[Required work]: Which lines in the records below contain the word "Sort"? Report each of them.

Stored data
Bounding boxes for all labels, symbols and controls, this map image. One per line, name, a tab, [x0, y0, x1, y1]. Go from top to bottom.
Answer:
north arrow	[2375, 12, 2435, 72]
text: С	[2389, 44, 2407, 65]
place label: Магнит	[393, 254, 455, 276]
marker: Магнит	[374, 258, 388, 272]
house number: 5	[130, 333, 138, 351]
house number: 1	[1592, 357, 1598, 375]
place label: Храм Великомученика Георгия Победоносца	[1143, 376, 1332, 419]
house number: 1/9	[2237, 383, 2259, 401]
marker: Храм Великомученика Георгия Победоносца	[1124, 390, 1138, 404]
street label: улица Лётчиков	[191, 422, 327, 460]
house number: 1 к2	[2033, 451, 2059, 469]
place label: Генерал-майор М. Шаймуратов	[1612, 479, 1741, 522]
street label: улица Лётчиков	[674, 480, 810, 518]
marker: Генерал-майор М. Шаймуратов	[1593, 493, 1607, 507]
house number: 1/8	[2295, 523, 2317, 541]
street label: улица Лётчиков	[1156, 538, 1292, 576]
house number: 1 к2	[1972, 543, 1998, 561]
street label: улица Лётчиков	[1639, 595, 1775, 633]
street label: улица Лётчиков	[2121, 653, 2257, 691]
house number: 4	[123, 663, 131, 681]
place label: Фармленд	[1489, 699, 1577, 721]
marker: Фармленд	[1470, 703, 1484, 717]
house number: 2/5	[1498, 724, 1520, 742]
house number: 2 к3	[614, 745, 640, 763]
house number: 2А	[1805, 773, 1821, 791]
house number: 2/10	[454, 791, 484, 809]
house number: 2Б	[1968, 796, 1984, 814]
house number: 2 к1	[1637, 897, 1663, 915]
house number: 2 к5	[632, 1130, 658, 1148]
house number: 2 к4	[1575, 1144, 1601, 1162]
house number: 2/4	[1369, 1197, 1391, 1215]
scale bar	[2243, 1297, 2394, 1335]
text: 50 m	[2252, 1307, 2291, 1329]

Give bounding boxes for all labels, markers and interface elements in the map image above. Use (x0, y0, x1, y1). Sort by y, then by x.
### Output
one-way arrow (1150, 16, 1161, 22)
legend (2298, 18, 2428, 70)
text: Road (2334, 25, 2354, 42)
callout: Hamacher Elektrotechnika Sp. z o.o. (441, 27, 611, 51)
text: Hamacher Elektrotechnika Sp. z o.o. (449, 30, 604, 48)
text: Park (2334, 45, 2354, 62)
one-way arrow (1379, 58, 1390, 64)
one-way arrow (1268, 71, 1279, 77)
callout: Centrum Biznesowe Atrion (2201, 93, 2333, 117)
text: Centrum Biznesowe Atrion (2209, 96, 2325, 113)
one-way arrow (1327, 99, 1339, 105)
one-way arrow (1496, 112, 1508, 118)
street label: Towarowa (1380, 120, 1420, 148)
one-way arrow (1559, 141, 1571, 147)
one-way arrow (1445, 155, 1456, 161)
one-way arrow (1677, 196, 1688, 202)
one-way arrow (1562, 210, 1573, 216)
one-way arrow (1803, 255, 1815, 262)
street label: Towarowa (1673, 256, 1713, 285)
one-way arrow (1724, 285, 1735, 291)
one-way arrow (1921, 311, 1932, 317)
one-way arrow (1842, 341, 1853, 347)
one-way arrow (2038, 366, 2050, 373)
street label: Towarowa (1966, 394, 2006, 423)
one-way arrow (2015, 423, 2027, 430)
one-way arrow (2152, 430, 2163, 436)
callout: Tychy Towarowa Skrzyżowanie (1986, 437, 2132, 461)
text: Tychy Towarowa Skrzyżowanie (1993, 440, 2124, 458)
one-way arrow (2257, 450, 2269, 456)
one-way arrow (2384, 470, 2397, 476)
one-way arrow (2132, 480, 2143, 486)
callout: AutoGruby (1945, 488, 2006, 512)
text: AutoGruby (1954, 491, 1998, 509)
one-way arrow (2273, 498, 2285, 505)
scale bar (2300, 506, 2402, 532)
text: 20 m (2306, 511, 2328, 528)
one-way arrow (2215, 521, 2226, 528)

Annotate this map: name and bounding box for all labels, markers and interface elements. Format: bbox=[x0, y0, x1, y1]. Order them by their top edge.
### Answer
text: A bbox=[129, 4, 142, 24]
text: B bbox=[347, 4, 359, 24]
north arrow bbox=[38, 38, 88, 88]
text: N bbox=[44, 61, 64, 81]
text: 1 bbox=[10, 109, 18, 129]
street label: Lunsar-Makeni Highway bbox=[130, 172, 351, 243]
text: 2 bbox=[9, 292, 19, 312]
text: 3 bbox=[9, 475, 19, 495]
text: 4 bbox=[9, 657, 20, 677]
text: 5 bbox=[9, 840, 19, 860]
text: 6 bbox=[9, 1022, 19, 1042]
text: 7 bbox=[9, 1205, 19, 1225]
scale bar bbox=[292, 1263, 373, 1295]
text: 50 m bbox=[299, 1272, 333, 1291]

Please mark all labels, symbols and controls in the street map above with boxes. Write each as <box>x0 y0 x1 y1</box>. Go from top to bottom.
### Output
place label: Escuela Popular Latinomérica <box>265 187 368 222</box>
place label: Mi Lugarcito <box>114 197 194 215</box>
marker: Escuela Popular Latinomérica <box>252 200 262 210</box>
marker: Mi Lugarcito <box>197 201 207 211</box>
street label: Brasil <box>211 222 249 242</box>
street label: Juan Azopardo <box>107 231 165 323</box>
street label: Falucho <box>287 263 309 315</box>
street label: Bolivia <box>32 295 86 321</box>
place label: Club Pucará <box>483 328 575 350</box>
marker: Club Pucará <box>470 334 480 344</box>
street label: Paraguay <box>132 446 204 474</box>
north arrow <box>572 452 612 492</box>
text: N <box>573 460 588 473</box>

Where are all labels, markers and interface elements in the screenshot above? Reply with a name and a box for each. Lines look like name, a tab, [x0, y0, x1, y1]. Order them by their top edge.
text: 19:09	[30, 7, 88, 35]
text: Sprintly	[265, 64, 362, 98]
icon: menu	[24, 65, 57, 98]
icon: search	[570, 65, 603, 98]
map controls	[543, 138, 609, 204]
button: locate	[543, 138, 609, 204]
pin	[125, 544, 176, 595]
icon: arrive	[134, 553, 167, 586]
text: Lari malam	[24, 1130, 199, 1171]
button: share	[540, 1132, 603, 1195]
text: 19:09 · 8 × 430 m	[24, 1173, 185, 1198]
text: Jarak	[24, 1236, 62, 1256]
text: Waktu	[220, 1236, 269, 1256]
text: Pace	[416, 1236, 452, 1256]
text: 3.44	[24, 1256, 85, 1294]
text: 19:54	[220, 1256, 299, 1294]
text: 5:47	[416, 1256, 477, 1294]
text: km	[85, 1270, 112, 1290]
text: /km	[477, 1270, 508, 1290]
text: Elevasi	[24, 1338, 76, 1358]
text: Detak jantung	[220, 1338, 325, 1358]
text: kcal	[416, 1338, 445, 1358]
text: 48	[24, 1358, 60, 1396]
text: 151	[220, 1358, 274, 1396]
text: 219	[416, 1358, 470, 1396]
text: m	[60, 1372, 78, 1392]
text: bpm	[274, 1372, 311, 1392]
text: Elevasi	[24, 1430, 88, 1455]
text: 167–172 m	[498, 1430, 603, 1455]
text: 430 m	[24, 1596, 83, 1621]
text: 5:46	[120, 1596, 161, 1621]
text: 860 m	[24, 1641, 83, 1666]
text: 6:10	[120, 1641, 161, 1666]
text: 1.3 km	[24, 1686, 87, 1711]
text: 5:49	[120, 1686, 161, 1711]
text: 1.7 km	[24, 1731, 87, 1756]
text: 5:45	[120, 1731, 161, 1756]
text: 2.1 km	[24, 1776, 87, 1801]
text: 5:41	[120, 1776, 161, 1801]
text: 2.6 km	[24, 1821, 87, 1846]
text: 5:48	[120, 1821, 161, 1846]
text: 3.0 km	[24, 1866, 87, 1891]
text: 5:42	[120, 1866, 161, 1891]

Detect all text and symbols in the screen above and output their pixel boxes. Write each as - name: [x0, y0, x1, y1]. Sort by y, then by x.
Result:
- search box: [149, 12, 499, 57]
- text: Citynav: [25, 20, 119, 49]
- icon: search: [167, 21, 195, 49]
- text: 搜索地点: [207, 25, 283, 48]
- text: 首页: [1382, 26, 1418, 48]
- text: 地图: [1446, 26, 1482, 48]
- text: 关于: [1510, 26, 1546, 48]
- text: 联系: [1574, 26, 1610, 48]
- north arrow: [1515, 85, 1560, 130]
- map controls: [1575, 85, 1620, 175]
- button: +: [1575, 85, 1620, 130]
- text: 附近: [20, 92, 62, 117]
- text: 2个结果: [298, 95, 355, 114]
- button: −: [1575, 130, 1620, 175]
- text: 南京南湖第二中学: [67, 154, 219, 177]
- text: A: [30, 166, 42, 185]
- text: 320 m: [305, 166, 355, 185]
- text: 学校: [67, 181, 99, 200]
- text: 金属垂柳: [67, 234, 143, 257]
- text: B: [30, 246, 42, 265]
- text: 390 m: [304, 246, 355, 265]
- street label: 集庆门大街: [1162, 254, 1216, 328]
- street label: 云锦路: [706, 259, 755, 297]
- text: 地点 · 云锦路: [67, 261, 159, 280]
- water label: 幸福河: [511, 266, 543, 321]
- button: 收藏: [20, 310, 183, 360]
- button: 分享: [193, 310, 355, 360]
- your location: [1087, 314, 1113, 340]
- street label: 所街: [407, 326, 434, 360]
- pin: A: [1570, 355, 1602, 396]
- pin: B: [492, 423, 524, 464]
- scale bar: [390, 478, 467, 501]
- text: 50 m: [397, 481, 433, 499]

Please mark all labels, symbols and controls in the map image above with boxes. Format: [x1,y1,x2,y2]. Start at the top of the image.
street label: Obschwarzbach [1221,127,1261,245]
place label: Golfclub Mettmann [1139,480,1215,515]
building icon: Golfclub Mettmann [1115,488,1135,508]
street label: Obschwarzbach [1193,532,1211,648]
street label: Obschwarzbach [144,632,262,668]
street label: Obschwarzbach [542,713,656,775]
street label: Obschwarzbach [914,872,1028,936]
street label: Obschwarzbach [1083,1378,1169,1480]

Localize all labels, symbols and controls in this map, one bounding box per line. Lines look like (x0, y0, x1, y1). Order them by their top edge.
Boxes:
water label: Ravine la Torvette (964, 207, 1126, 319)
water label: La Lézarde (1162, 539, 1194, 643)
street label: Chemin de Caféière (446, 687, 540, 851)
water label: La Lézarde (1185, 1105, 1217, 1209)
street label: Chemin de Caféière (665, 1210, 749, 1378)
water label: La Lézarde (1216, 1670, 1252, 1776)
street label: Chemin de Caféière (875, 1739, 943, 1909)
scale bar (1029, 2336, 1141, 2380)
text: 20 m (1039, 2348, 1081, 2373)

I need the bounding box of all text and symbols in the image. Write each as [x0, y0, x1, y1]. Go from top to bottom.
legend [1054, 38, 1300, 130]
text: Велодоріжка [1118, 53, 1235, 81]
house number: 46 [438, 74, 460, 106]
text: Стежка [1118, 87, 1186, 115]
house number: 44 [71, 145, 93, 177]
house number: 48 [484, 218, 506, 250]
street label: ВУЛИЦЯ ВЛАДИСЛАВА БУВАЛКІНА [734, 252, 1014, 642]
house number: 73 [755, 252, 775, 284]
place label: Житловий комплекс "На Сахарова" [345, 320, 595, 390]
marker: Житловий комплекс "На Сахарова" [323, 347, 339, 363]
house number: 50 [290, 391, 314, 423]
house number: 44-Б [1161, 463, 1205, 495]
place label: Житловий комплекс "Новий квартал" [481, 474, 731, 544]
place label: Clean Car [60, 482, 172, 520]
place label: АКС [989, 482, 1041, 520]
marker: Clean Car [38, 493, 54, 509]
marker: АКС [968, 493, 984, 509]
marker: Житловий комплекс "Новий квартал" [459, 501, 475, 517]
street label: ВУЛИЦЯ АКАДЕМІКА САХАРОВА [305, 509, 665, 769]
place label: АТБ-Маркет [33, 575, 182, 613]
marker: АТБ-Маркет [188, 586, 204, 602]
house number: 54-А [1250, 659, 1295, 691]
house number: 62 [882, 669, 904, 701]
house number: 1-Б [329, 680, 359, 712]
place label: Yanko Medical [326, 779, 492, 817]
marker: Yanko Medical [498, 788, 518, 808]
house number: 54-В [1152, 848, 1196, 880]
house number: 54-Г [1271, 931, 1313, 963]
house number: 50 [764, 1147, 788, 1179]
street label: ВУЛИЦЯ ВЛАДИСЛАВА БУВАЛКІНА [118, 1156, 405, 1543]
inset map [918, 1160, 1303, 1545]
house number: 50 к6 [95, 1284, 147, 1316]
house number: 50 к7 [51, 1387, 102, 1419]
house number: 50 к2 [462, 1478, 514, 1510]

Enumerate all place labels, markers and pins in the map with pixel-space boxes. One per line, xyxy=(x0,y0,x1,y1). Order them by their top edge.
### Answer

[Solution to the problem]:
Give bounding boxes for all labels, markers and interface elements in the map image above. Use (x0, y0, x1, y1). Sort by y, then by x.
Detect all text and symbols in the screen above and output their pixel boxes. Write each as - name: [x0, y0, x1, y1]. Sort by y, then by x.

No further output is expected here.